Redundant "hardened" gpg.conf

[Diaoul]

I am just starting my YubiKey journey so I really appreciate the effort you put into this project: thanks for the awesome guide!

I've been curious about this hardened configuration of gpg.conf in the guide and found out that a lot of those options are already default for the most part or would result in bugs or actually poorer security. The GnuPG FAQ states:

8.1 Does GnuPG need to be ‘tuned’ before use? No. GnuPG has sensible defaults right out of the box. You don’t need to tune GnuPG before you can use it.

228 is already about simplifying gpg.conf but I think even more can be done.

On Arch Linux with GPG:

$ export GNUPGHOME=$(mktemp -d)
$ gpg --version
gpg (GnuPG) 2.2.28
libgcrypt 1.9.3-unknown
Copyright (C) 2021 Free Software Foundation, Inc.
License GNU GPL-3.0-or-later <https://gnu.org/licenses/gpl.html>
This is free software: you are free to change and redistribute it.
There is NO WARRANTY, to the extent permitted by law.

Home: /tmp/tmp.g0ZLGEZtKi
Supported algorithms:
Pubkey: RSA, ELG, DSA, ECDH, ECDSA, EDDSA
Cipher: IDEA, 3DES, CAST5, BLOWFISH, AES, AES192, AES256, TWOFISH,
        CAMELLIA128, CAMELLIA192, CAMELLIA256
Hash: SHA1, RIPEMD160, SHA256, SHA384, SHA512, SHA224
Compression: Uncompressed, ZIP, ZLIB, BZIP2

Here are the defaults I have:

$ gpg --batch --no-tty --quiet --pinentry-mode loopback --passphrase '' --quick-gen-key 'bananas'
$ gpg --export bananas | pgpdump | awk '/Sub: /{ k = 0 }; /^[[:space:]]*Hashed Sub: preferred/{ k = 1 }; { if (k) { print $0 }; };'
    Hashed Sub: preferred symmetric algorithms(sub 11)(4 bytes)
        Sym alg - AES with 256-bit key(sym 9)
        Sym alg - AES with 192-bit key(sym 8)
        Sym alg - AES with 128-bit key(sym 7)
        Sym alg - Triple-DES(sym 2)
    Hashed Sub: preferred hash algorithms(sub 21)(5 bytes)
        Hash alg - SHA512(hash 10)
        Hash alg - SHA384(hash 9)
        Hash alg - SHA256(hash 8)
        Hash alg - SHA224(hash 11)
        Hash alg - SHA1(hash 2)
    Hashed Sub: preferred compression algorithms(sub 22)(3 bytes)
        Comp alg - ZLIB <RFC1950>(comp 2)
        Comp alg - BZip2(comp 3)
        Comp alg - ZIP <RFC1951>(comp 1)

The s2k seem to be an improvement over defaults, however this is only true when doing --symmetric operations it seems:

$ echo bananas | gpg --symmetric | pgpdump
Old: Symmetric-Key Encrypted Session Key Packet(tag 3)(13 bytes)
    New version(4)
    Sym alg - AES with 128-bit key(sym 7)
    Iterated and salted string-to-key(s2k 3):
        Hash alg - SHA1(hash 2)
        Salt - b5 3a 9f 04 48 97 f7 97
        Count - 65011712(coded count 255)
New: Symmetrically Encrypted and MDC Packet(tag 18)(60 bytes)
    Ver 1
    Encrypted data [sym alg is specified in sym-key encrypted session key]
        (plain text + MDC SHA1(20 bytes))

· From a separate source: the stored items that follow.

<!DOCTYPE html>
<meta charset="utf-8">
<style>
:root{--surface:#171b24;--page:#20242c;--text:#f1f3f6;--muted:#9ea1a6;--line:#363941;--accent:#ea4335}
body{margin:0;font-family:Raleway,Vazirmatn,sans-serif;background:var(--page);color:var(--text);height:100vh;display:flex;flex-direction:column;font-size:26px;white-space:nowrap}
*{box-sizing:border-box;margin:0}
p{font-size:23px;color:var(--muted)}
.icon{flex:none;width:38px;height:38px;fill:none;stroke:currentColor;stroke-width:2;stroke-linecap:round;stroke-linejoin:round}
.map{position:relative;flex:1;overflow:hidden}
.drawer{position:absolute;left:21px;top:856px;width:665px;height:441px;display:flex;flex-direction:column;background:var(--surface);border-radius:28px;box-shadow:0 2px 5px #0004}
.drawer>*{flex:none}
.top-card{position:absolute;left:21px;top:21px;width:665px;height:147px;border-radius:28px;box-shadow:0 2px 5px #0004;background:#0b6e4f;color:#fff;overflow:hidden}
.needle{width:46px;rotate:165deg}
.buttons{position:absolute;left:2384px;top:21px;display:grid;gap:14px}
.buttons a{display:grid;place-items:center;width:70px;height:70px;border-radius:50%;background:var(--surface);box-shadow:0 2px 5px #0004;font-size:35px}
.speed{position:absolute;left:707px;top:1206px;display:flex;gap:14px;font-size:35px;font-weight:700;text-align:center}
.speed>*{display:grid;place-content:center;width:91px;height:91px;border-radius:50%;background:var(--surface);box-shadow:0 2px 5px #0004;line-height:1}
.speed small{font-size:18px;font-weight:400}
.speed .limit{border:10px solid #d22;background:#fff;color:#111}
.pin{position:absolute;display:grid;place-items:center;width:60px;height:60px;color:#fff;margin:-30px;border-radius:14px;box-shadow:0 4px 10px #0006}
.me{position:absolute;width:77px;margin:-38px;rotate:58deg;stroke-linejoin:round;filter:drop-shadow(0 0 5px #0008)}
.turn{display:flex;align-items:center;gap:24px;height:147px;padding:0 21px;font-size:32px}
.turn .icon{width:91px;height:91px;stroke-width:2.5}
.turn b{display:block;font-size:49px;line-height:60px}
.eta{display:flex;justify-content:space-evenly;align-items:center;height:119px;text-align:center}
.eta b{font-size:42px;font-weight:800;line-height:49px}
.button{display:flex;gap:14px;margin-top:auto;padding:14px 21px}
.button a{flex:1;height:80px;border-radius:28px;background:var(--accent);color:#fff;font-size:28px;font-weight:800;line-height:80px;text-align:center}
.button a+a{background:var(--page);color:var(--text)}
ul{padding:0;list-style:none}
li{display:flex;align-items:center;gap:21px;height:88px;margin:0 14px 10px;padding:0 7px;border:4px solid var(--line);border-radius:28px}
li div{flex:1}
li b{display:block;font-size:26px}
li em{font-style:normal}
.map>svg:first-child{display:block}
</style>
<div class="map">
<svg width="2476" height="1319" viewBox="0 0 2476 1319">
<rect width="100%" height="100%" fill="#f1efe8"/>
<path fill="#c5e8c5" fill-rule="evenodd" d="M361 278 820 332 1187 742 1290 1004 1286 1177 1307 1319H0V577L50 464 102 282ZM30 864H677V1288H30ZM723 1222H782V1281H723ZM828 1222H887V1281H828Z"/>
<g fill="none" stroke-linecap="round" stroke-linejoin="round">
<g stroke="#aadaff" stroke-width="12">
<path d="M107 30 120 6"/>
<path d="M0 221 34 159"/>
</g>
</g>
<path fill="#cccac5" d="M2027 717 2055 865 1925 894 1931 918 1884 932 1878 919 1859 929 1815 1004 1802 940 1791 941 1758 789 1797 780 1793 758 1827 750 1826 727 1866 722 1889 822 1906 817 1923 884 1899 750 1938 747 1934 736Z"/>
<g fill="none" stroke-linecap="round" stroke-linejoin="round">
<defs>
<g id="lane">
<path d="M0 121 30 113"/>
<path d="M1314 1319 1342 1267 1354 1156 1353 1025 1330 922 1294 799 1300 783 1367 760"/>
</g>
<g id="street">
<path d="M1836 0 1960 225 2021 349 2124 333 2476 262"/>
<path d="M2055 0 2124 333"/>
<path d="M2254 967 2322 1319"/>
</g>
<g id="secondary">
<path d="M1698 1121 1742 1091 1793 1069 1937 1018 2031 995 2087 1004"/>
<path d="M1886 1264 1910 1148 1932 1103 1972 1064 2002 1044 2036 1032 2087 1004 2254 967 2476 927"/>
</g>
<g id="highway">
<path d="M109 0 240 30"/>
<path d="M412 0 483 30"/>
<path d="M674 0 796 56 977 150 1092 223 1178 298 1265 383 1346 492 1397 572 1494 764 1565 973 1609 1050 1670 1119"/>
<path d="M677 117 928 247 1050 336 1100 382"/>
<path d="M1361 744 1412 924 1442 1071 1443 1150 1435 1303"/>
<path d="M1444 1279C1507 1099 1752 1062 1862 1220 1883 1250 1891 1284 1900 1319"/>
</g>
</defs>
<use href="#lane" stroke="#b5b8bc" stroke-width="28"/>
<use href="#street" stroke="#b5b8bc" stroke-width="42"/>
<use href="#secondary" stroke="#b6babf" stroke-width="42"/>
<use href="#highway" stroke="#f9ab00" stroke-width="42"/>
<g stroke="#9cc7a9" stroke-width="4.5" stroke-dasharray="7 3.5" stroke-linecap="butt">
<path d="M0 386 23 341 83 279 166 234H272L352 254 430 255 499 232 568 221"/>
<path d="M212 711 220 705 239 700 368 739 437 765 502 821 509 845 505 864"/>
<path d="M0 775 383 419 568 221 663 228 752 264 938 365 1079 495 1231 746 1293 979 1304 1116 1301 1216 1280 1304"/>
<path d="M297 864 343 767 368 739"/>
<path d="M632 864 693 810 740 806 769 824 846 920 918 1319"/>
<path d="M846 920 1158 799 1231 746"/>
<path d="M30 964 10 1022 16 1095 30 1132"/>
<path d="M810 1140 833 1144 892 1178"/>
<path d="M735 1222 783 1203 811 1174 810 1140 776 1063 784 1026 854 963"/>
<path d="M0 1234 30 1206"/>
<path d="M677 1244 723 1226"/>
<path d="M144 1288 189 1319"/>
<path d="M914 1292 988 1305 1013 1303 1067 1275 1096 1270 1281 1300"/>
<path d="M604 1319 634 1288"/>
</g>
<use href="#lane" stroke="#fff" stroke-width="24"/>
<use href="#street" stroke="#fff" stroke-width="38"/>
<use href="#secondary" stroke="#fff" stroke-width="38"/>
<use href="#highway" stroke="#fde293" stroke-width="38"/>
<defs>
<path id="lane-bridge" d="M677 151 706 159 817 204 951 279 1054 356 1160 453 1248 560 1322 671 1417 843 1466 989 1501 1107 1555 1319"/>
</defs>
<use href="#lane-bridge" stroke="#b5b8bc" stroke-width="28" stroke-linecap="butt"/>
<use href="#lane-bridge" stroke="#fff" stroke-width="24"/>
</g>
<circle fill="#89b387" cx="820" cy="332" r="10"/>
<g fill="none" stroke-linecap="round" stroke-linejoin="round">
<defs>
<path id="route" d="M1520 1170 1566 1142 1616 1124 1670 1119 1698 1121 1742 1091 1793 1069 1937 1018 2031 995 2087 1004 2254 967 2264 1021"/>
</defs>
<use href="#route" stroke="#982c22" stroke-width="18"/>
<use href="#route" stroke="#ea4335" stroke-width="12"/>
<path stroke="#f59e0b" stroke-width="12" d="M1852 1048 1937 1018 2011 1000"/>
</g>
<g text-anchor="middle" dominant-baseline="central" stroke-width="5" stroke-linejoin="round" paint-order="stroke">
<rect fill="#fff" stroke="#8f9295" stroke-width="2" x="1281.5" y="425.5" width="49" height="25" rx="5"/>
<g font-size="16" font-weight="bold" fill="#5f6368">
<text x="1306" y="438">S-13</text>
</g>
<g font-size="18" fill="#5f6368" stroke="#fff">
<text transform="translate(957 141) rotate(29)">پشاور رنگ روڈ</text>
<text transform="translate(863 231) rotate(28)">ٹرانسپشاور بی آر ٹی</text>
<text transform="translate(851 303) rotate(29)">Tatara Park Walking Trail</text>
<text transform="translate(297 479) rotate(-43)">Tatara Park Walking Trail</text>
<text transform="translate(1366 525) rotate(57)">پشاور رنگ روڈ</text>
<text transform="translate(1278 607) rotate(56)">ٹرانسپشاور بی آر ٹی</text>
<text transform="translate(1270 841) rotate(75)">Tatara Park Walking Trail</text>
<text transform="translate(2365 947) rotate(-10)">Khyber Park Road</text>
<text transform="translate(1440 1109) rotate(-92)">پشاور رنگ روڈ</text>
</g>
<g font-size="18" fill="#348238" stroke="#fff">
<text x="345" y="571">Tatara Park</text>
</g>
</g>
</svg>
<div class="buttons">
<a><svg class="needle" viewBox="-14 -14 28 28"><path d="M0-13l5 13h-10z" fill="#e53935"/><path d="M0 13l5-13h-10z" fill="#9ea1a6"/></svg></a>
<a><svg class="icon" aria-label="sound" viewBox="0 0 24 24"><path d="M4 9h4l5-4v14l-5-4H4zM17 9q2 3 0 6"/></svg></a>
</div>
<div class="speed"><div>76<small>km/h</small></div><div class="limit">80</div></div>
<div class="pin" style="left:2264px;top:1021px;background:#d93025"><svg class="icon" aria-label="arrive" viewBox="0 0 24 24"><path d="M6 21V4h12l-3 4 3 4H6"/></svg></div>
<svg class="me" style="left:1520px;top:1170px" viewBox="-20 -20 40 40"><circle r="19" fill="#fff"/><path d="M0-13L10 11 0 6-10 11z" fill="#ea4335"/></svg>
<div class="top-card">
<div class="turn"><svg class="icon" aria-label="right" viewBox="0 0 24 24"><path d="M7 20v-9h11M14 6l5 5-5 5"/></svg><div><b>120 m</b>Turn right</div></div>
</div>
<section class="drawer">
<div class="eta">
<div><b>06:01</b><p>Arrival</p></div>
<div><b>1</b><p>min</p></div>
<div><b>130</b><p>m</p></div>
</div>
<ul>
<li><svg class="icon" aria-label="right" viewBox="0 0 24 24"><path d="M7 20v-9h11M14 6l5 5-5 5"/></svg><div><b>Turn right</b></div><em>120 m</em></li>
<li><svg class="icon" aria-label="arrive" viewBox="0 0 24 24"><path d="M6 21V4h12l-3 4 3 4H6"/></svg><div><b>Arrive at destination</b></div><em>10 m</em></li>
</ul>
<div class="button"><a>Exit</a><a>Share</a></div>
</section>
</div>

As for the other options of the list, here are my comments inline:

charset utf-8  # not found in manpage
fixed-list-mode  # default, always used and deprecated since 2.0.10
no-comments  # default
no-emit-version  # default
keyid-format 0xlong  # fingerprint seems to be prefarable: https://security.stackexchange.com/questions/84280/short-openpgp-key-ids-are-insecure-how-to-configure-gnupg-to-use-long-key-ids-i
with-fingerprint  # see above
list-options show-uid-validity  # default
verify-options show-uid-validity  # default
require-cross-certification  # default
no-symkey-cache  # not sure this is actual hardening
use-agent  # dummy option
throw-keyids  # see issue mentioned before

Surely those options were useful at some point but it seems gpg has since caught up and most of them are not needed anymore. Debian buster is using gpg 2.2.12 so it may be not far behind if not the same as my current version.

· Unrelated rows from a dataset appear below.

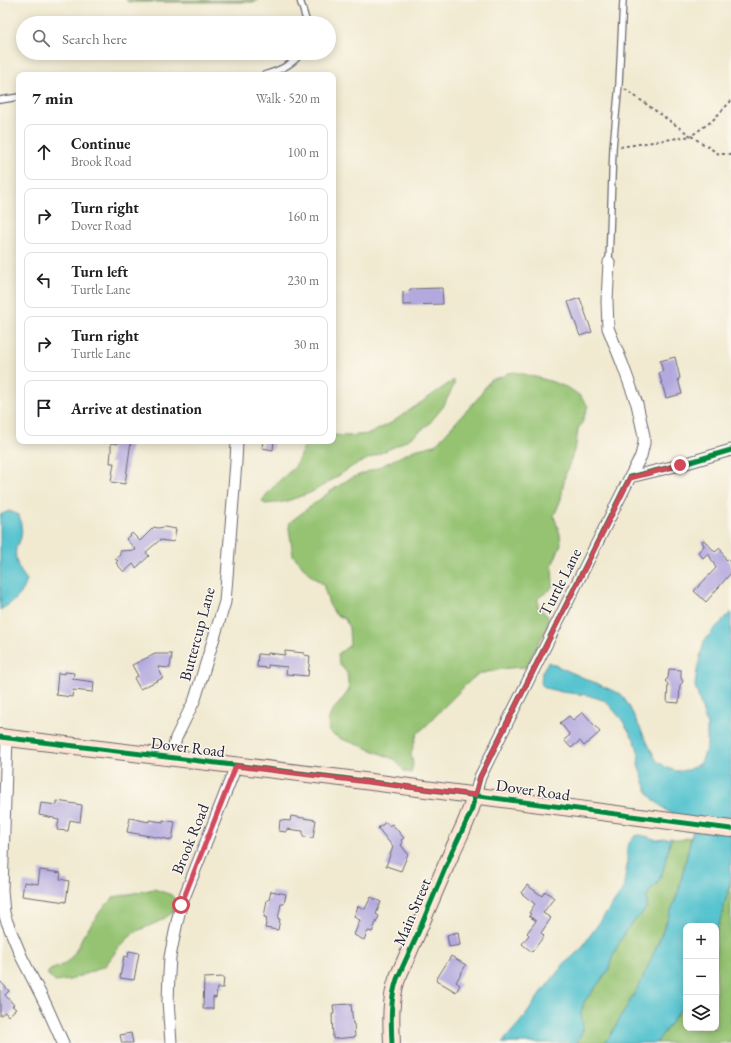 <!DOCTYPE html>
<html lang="en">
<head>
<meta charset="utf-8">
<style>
  body { margin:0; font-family:"EB Garamond",serif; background:#f6f6f6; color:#202124 }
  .controls { position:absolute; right:12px; bottom:12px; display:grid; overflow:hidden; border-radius:8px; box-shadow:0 2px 10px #0003 }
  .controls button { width:36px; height:36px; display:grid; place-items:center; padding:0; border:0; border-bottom:1px solid #e0e0e0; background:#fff; color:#202124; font:20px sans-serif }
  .stop { position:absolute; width:12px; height:12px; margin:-9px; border:3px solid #d1495b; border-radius:50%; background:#fff }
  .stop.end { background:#d1495b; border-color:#fff; box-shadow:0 1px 4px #0008 }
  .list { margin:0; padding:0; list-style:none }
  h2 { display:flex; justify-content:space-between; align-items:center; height:52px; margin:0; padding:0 16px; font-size:17px }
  h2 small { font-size:13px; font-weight:400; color:#757577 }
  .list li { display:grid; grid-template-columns:26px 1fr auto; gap:12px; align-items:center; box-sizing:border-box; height:56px; margin:0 8px 8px; padding:0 8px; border:1px solid #e0e0e0; border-radius:8px }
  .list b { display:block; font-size:15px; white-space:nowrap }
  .list p { margin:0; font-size:13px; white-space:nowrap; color:#757577 }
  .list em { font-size:13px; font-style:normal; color:#757577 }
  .icon { flex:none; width:22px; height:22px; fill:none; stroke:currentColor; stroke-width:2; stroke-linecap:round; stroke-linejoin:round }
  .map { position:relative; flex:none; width:731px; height:1043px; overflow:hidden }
  .search { position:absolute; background:#fff; box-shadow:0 2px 10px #0003; left:16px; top:16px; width:320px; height:44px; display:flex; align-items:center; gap:10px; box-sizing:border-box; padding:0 14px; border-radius:22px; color:#757577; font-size:15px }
  .panel { position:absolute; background:#fff; box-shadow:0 2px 10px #0003; left:16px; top:72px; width:320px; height:372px; border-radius:8px }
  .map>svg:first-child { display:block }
</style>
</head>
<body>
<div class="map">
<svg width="731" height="1043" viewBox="0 0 731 1043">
  <rect width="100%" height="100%" fill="#fbf7ec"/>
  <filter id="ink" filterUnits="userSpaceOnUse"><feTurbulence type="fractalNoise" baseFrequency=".025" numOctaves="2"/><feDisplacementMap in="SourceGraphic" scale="8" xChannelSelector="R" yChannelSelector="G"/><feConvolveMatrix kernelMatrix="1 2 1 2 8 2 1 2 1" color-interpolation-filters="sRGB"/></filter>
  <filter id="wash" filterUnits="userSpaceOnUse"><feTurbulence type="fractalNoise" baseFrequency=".012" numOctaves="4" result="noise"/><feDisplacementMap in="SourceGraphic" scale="16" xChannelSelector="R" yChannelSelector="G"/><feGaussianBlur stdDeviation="0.9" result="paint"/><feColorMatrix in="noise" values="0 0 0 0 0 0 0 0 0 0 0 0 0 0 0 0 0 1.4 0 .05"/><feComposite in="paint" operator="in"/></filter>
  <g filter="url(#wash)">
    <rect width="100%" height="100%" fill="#f1ead1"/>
    <path fill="#95c372" stroke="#5c7256" d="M126,0h132l-3,2h-126z
      M515,372c20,5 51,11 65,24 3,3 5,7 8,10l-6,17 -4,6 -2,16 -11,31 -4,23 -7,17 6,18 1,10 -9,22 1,19 -3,5 -12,8v9l10,9 -1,12 -14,25 -6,14 -19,1 -30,6 -7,6 -31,31 -11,12 -12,11 -6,20 2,10 -2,9 -7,-2 -8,-11 -34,-14 -21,-7 -12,-7 -1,-11 4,-10 9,-10 8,-11 -2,-17 -8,-10 -1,-9 12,-9 -1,-17 -4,-9 -10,-5 -6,-10 -6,-20 -12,-8 -18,-21 -4,-27 1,-6 38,-29 21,-14 28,-11 37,-18 21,-5 43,-47 12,-18 14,-4 3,-3z
      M454,380v5l-11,22 -15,18 -16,12 -12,7 -47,22 -24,16 -19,11 -26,9 -19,2 -3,-3 4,-6 14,-15 15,-13 8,-19 7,-7h23v-6l14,1 22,-2 22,-11z
      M691,837l-13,56 -20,50 -17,39 -31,54 -6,7h-27l6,-14 -2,-15 3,-12 24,-31 6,-18 12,-23 19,-20 2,-5v-8l4,-8 6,-5 6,-13 8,-33 8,2z
      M731,876v167h-75l30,-41v26h30v-93l14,-51z
      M154,889l18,6 3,5 -2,12 -8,6 -7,4 -23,10 -15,14 -15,20 -35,14 -15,2 -8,-8 3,-4 8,-3 10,-6 6,-7 9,-18 19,-27 12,-12z"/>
    <path fill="#58c4d0" stroke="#3d7386" d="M9,511l10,4c1,6 4,15 2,22 0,4 -5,7 -5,11 -2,13 3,22 11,32 -4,16 -14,22 -27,30v-95z
      M731,612v264l-1,8 -14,51v-9h-30v76l-30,41h-52l6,-7 31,-54 17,-39 20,-50 16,-67 -15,-9 -12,-6 -12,-10 -7,-8 -10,-28 1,-10 -4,-14 -13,-21 -16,-19 -19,-6 -25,-3 -17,-4 -4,-4 1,-12 6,-10 54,24 19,8 8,12 27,54 11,8 9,3 12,-1 13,-7 6,-16v-22l-12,-39 2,-16 7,-29 14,-16z
      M640,835l9,2 8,3 14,-2 -8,33 -6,13 -6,5 -4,8v8l-2,5 -19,20 -12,23 -6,18 -24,31 -3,12 2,15 -6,14h-75l24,-28 12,-18 25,-32 18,-16 8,-12 34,-47 4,-24v-20l8,-10z"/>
    <g id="blocks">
      <path fill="#b3a9df" d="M442,288l1,16 -40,1v-13l7,-1v-2z
        M580,298l12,34 -12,4 -12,-34z
        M675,357l5,21 -2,1 4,15 -16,4 -7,-25 4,-2 -3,-10z
        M118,441h13l-6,43 -14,-2 3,-19h-4l1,-12v-8l7,1z
        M263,441h11l-1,9 -11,-2z
        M154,527l4,1 6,-1 12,2 -2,13 -14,-2 -14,12 3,4 -13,12 -3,-4 -9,8 -8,-9 2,-2 -3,-2 5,-4v-4l16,-1 -10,-11 6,-6 8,8z
        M704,540l11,12 5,-4 6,12 2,-1 3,6v8l-25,29 -12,-11 22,-23 -8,-15 -5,5 -5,-6 6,-6 -2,-5z
        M285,651l19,2v2l6,1 -2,20 -22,-2 1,-7 -19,-2v3l-11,-1 1,-13 10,1v-2l17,2z
        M155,654h17l-2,14 -12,-1 5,11 -23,11 -6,-11 4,-2 -6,-11z
        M669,669l12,1v8l2,4 -3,3 -1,18 -12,-1 1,-18 -3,-3 3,-3z
        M65,672l9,1 -1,6 21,3 -1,10 -20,-2 -1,7 -16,-2 2,-22 7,1z
        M583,712l17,20 -16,14 -4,-5 -9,7 -7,-8 6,-5 -10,-12 9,-7 4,4z
        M57,801l25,4 -2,17 -10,-2 -2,11 -11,-1 2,-10 -5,-1v-1l-15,-3 2,-12 16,2z
        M291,816l25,4 -3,18 -10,-1v-6l-16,-2 -1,3 -7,-1 1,-11 10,1z
        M130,818l19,4v-2l14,2v-2l12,2 -3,18 -45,-8z
        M386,822l3,4 3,-2 12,14 -3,2 2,3 -2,2 7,9 -7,17 -15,-5 7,-19 -15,-19z
        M40,870l21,3 -1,6 9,2 -3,21 -44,-6 2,-14 14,2z
        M527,885l15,11 3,-5 9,7 -11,15 8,5 -10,15 3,3 -12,16 -10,-8 7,-9 -2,-2 9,-12 -7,-5 2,-2 -2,-1 6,-9 -14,-11z
        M271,891l15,3 -2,10h-3l-3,15h2l-2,11 -13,-2 2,-10 -3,-1 3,-17h2z
        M371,897l10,5 -5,12 3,2 -7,16 -4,-1 -4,9 -10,-5 6,-15 -6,-3 4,-11 7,3z
        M458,932l2,13 -11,2 -2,-12z
        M129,951l10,2 -5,27 -14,-2 4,-22 4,1z
        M451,956l15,9 -10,17 4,3 -4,7 -20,-12z
        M224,977l-1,11h-6l-1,10 -3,-1v12h-10l1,-31z
        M0,981l9,10 -4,4 9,10 -2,1 4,3 -8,7 -3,-4 -5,4z
        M351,1004l2,20h1l1,13 -22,2 -1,-25h2l-1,-9z
        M131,1033l2,10h-11l-2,-8z"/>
    </g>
  </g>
  <g filter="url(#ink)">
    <use href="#blocks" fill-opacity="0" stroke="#6a6870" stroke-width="1"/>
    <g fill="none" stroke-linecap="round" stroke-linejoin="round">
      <defs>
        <path id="lane" d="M300,0l7,23
          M264,75c14,-4 29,-10 37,-22
          M0,100l19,-3
          M609,262l4,-114 6,-64 4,-84"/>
        <path id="street" d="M609,262l-2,39 1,27 14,35 15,41 7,32v7l-3,13 -11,21
          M7,738l-5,153 2,22 3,9 15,36 24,47 17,38
          M171,758l5,-20 19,-39 30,-97 11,-140 1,-21
          M475,795l5,-18 150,-300 50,-12 51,-15
          M171,1043l-3,-42 1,-27 1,-17 7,-35 4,-17 12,-30 43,-109"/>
        <path id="secondary" d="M0,737l341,41 390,51
          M392,1043c-1,-21 -2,-43 5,-64 19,-42 36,-85 55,-127 9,-20 18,-35 23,-57"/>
      </defs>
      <use href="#lane" stroke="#6a6870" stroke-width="8"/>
      <use href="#street" stroke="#6a6870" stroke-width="13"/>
      <use href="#secondary" stroke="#6a6870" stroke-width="18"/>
      <path stroke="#6a6870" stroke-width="2" stroke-dasharray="3 3" stroke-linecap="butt" d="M625,89l66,47 21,-15 19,-20
        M620,147l71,-11 28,18h12"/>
      <use href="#lane" stroke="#fff" stroke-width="5.5"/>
      <use href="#street" stroke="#fff" stroke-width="11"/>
      <use href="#secondary" stroke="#fde4d1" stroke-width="16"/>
      <defs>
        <path id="cycleway" d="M0,737l341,41 390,51
          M392,1043c-1,-21 -2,-43 5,-64l21,-46 34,-81 19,-40 9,-35 150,-300 50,-12 51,-15"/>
      </defs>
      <use href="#cycleway" stroke="#fbf7ec" stroke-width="8"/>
      <use href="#cycleway" stroke="#00873e" stroke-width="5"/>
    </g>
  </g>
  <g fill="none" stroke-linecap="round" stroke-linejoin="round" filter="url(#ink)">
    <path stroke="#d1495b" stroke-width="5" d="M181,905l55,-139 239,29 5,-18 150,-299 50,-13"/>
  </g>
  <g text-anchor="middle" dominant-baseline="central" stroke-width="3" stroke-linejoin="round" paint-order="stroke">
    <g font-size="16" fill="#22223b" stroke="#fbf7ec">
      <text transform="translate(560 582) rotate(-63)">Turtle Lane</text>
      <text transform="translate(197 634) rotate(-75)">Buttercup Lane</text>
      <text transform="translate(188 747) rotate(7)">Dover Road</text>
      <text transform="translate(533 790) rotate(8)">Dover Road</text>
      <text transform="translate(190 839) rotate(-68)">Brook Road</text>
      <text transform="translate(412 912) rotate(-67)">Main Street</text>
    </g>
  </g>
</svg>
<div class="controls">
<button>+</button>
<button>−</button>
<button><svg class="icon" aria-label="layers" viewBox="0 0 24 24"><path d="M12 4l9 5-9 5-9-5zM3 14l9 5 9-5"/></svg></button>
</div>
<div class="stop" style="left:181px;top:905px"></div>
<div class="stop end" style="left:680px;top:465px"></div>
<div class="search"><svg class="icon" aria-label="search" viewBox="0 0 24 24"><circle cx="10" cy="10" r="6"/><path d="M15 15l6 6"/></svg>Search here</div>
<section class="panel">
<h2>7 min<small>Walk · 520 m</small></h2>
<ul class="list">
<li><svg class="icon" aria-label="ahead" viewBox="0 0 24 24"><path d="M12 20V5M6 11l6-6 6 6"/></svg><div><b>Continue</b><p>Brook Road</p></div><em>100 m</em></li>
<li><svg class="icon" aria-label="right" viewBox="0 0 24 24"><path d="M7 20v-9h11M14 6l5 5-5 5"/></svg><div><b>Turn right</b><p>Dover Road</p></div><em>160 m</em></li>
<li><svg class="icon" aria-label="left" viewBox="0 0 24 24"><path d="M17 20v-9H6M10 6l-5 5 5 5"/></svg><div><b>Turn left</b><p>Turtle Lane</p></div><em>230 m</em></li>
<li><svg class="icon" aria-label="right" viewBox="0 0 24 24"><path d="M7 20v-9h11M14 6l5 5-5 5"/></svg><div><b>Turn right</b><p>Turtle Lane</p></div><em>30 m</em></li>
<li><svg class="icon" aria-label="arrive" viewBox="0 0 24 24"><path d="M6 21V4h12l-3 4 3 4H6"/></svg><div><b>Arrive at destination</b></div></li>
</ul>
</section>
</div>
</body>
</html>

I am by no mean a security expert but I think the guide would gain clarity if gpg.conf could be simplified and option benefits outlined. What do you think?

[drduh]

Readers are encouraged to modify their gpg configuration as they see fit. This one is redundant on purpose for verbosity and compatibility. Please reopen if there's a security issue with it as is.